L’eterno ritorno di Zeman, uno degli allenatori più «ritornati» d’Italia. Il Boemo ha lavorato per tre volte a Foggia, per due alla Roma, al Lecce, al Cagliari (nella stessa stagione) e ora al Pescara. L’hanno dato per finito da tempo, ma a quasi settant’anni - li compirà il 12 maggio - Zdenek si rimette in gioco e si fa scivolare via l’età, gli sberleffi e l’idea diffusa che il suo calcio sia diventato modernariato, specie di vecchio jukebox da bar Sport d’epoca. Vintage calcistico, e però, nella musica, è ritornato di moda il fruscio della puntina sul disco in vinile, per cui ci sta che Zeman suoni ancora il suo spartito, 4-3-3 e balzi sui gradoni.
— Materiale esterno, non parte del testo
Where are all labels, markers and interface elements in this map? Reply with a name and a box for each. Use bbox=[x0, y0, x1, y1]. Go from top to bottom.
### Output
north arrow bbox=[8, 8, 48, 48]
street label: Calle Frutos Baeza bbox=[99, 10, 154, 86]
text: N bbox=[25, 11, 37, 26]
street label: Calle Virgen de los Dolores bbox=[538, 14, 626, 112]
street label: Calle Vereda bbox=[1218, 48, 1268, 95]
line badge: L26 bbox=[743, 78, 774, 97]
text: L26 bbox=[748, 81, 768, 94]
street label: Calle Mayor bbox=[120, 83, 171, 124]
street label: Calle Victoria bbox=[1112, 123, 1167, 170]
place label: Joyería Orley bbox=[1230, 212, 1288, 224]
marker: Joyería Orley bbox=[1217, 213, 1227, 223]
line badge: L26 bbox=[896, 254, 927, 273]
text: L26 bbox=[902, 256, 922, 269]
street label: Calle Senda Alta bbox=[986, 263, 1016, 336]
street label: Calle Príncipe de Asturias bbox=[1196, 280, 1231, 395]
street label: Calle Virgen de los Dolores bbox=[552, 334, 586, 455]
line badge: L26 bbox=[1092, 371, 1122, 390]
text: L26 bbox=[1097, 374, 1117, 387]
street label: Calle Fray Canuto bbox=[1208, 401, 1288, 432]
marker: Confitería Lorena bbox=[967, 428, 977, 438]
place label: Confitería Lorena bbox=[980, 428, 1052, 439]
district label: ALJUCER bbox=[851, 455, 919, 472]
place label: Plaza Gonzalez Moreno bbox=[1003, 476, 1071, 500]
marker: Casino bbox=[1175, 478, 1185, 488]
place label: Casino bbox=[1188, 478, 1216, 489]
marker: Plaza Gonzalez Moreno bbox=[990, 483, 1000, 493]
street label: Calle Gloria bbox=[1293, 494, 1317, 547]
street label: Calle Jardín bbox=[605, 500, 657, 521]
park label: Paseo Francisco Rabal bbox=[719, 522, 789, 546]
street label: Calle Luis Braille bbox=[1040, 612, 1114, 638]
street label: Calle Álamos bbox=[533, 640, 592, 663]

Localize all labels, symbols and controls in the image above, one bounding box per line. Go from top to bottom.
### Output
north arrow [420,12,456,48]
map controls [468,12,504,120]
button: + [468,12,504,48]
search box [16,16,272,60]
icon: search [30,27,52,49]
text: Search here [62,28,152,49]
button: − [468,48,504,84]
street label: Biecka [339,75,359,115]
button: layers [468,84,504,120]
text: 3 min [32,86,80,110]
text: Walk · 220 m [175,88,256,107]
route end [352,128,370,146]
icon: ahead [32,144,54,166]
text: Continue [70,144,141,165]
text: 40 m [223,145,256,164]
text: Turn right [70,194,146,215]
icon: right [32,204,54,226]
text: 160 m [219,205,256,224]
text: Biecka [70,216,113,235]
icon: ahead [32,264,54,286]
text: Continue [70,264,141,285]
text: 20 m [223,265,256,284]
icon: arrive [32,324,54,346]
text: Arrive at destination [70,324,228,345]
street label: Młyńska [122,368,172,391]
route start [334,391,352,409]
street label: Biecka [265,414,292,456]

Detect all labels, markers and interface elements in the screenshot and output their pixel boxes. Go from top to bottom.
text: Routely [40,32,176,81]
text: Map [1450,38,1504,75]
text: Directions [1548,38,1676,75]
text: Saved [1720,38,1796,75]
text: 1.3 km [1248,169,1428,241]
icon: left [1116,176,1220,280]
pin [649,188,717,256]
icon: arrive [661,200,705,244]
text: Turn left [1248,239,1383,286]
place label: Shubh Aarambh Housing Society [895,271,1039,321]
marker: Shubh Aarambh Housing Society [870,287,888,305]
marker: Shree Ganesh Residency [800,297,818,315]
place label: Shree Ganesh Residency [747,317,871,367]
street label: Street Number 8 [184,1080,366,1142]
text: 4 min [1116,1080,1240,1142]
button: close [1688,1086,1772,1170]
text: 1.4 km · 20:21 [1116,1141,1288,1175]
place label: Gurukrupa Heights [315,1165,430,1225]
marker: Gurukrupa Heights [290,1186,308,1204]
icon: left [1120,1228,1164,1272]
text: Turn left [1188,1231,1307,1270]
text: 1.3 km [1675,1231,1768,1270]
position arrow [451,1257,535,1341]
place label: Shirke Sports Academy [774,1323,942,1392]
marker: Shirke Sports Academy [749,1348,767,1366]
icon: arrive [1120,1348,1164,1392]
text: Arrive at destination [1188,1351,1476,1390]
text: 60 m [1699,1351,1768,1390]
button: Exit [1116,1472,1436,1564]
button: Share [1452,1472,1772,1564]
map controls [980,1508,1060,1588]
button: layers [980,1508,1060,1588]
PECCATO ORIGINALE Quando si parla di Zeman, non ci si può mimetizzare nella zona grigia. Odi et amo? No, amore oppure odio. C’entra la sua idea spericolata di calcio, così diversa dall’italianismo che ogni italiano appassionato di pallone custodisce dentro di sé, anche inconsciamente. E c’entra la sua storia di juventino diventato simbolo dell’anti-juventinità, il che gli ha tirato addosso l’ira funesta di milioni di tifosi bianconeri e dei tanti rimasti devoti a Luciano Moggi. La data da segnare in rosso è il weekend di Pasqua, a metà aprile, quando sarà in cartellone Pescara-Juve. Il tormentone poggia su un peccato originale. Zeman è nipote di Cestmir Vycpalek, cecoslovacco, ex giocatore della Juve e allenatore dei bianconeri nei primi Anni Settanta. È zio Cestmir, nel suo periodo siciliano, a ospitare il giovane nipote Zdenek a Palermo, quando i carri armati sovietici invadono l’allora Cecoslovacchia e reprimono nel sangue la Primavera di Praga. È zio Cestmir che permette a Zeman di vivere in Italia e di trovare qui la sua strada di allenatore, prima in Sicilia e poi dappertutto. Quando alla fine degli Anni Novanta, Zeman, già diventato Zeman, denuncia il presunto doping alla Juve e fa notare l’eccessivo sviluppo muscolare di alcuni giocatori, milioni di juventini lo bollano come traditore della patria e poco importa che la Cassazione, in fondo a tutto, assolva il club dall’accusa di doping, ma parli di abuso di farmaci e per certi versi dia ragione a Zeman. Quasi fossimo in una tragedia greca, zio Cestmir muore il 5 maggio 2002, nel giorno dello scudetto che gli juventini contemporanei amano di più, quello sfilato all’Inter travolta a Roma dalla Lazio. Trent’anni prima, il 5 maggio 1972, zio Cestmir aveva perso il figlio Cestino, nella tragedia dell’aereo schiantatosi sulla montagna che sovrasta l’aeroporto di Punta Raisi. Coincidenze da brividi, anche per chi alle coincidenze non crede.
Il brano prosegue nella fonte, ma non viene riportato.